M. Heethoff, V. Heuveline, H. Hartenstein, W. Mexner, T. van de Kamp, A. Kopmann

Final report, BMBF Programme: “Erforschung kondensierter Materie”, 2016.

Executive summary

Die Synchrotron-Röntgentomographie ist eine einzigartige Abbildungsmethode zur Untersuchung innerer Strukturen – insbesondere in undurchsichtigen Proben. In den letzten Jahren konnte die räumliche und zeitliche Auflösung der Methode stark verbessert werden. Die Auswertung der Datensätze ist allerdings bedingt durch ihre Größe und die Komplexität der abgebildeten Strukturen herausfordernd.

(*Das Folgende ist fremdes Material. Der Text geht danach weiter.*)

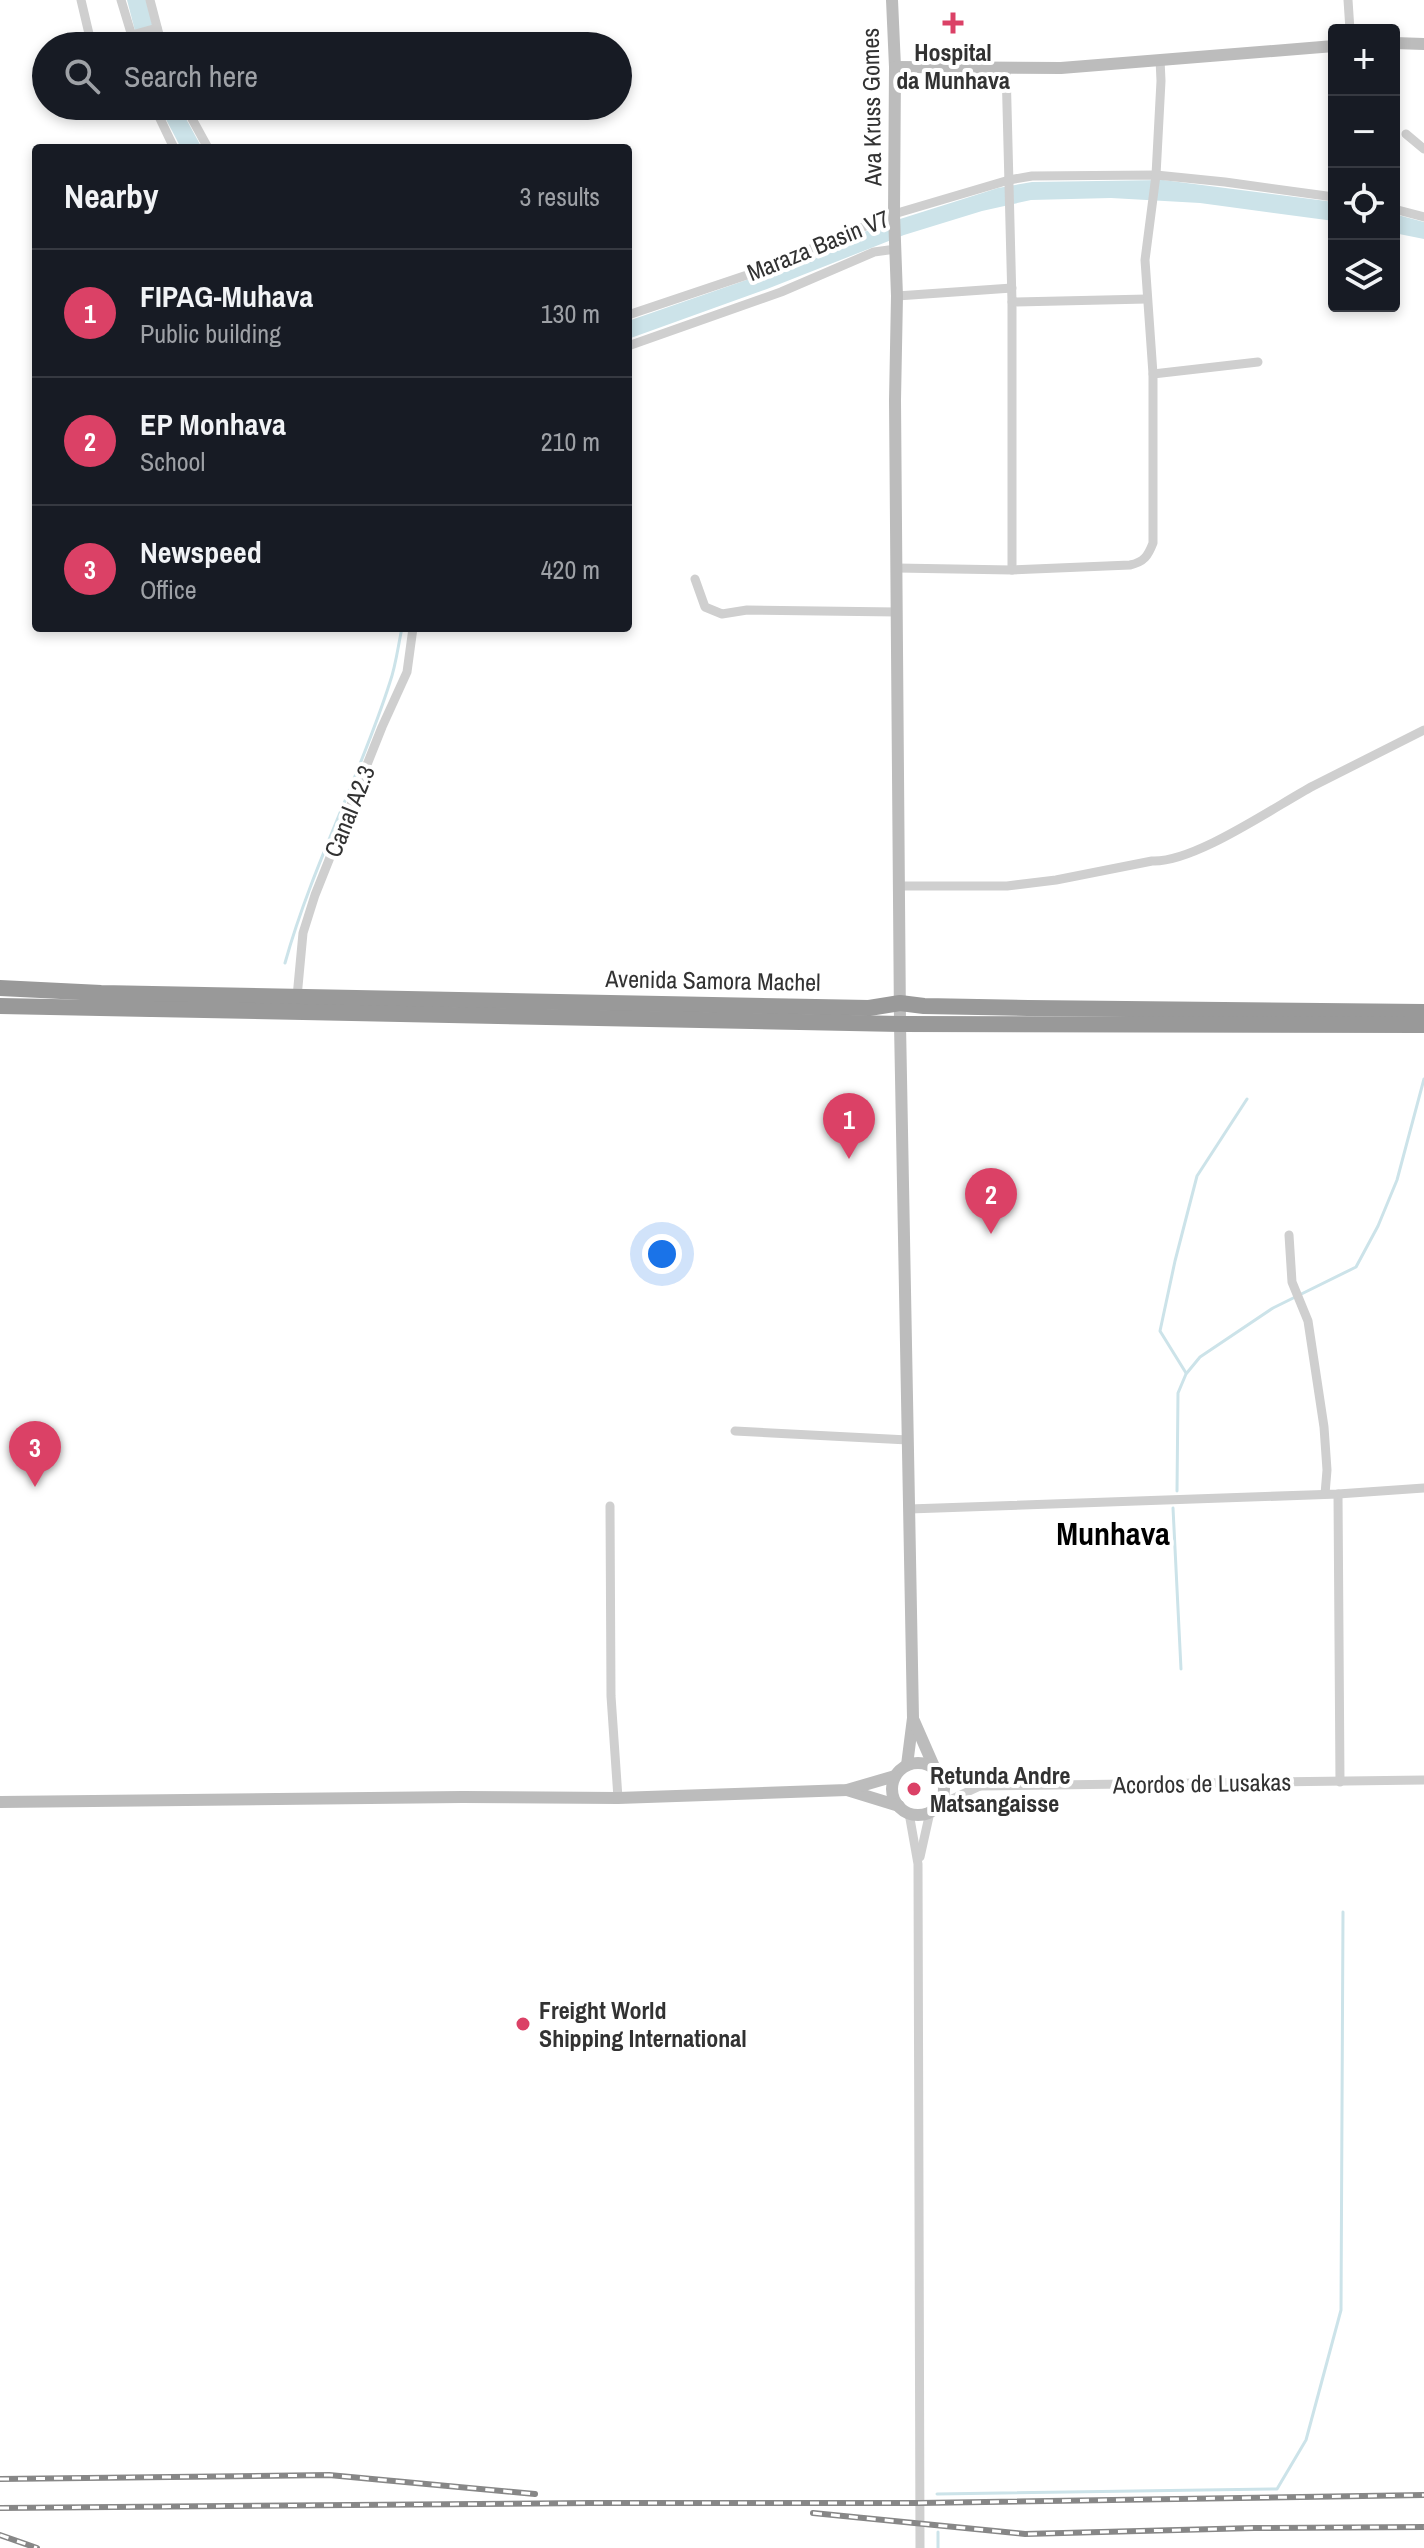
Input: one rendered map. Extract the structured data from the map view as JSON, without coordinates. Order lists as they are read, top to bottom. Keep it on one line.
{"streets":{"highway":["Avenida Samora Machel"],"main road":["Ava Kruss Gomes"],"street":["Maraza Basin V7","Canal A2.3","Acordos de Lusakas"]},"crossings":[["Ava Kruss Gomes","Maraza Basin V7"],["Ava Kruss Gomes","Avenida Samora Machel"],["Canal A2.3","Avenida Samora Machel"]],"districts":["Munhava"],"places":{"health":["Hospital da Munhava"],"other":["Retunda Andre Matsangaisse","Freight World Shipping International"]},"page":{"map_buttons":["+","−"],"search":"Search here","heading":["Nearby","3 results"],"list":[{"mark":"1","name":"FIPAG-Muhava","note":"Public building","value":"130 m"},{"mark":"2","name":"EP Monhava","note":"School","value":"210 m"},{"mark":"3","name":"Newspeed","note":"Office","value":"420 m"}],"pins":["1","2","3"]}}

Der Verbund für Funktionsmorphologie und Systematik hat sich mit dem Projekt ASTOR das Ziel gesetzt, den Zugang zur Röntgentomographie durch eine integrierte Analyseumgebung für biologische Nutzer zu erleichtern.

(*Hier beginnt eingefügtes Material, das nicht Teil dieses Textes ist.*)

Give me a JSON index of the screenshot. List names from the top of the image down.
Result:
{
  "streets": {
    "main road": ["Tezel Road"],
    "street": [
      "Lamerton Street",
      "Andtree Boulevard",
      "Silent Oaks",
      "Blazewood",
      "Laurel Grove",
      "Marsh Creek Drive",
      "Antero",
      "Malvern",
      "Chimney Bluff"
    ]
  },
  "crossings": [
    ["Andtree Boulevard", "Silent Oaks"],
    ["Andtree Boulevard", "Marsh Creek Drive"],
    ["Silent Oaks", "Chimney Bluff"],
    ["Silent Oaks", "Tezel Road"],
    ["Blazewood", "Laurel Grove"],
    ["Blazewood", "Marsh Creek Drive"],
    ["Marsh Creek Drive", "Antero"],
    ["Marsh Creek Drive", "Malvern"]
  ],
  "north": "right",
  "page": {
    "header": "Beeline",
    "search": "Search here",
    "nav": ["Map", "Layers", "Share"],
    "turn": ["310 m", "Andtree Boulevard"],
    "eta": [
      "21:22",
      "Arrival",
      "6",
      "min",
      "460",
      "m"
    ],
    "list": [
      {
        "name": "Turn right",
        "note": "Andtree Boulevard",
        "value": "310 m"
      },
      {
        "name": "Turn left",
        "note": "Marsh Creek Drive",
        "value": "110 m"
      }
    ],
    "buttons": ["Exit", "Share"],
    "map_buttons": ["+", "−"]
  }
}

Durch den interdisziplinären Zusammenschluss von Biologen, Informatikern, Mathematikern und Ingenieuren war es möglich, die gesamte Datenverarbeitungskette zu betrachten. Es sind weitgehend automatisierte Datenverarbeitungs- und -transfermethoden entstanden. Die tomographischen Aufnahmen werden online rekonstruiert und in die ASTOR Analyseumgebung transferiert. Die Daten stehen anschließend über virtuelle Rechner den Nutzern sowohl bei ANKA als auch außerhalb zur Verfügung. Ein Autorisierungsschema für den Zugriff wurde erarbeitet. Die Analyseinfrastruktur besteht aus einem temporären Datenspeicher, dem Virtualisierungsserver, sowie der Anbindung an Beamlines und Langzeitarchiv. Die Analyseumgebung bietet neben kostenintensiven kommerziellen Programmen neu entwickelte Werkzeuge an. Hervorzuheben sind hier die ASTOR- Segmentierungsfunktionen, die den bislang sehr zeit- und arbeitsintensiven Arbeitsschritt um ein Vielfaches beschleunigen. Die automatische Segmentierung lässt sich transparent über in nur wenigen Schichten markierte Bereiche steuern und erzielt ein bislang unerreichtes automatisches Segmentierungsergebnis.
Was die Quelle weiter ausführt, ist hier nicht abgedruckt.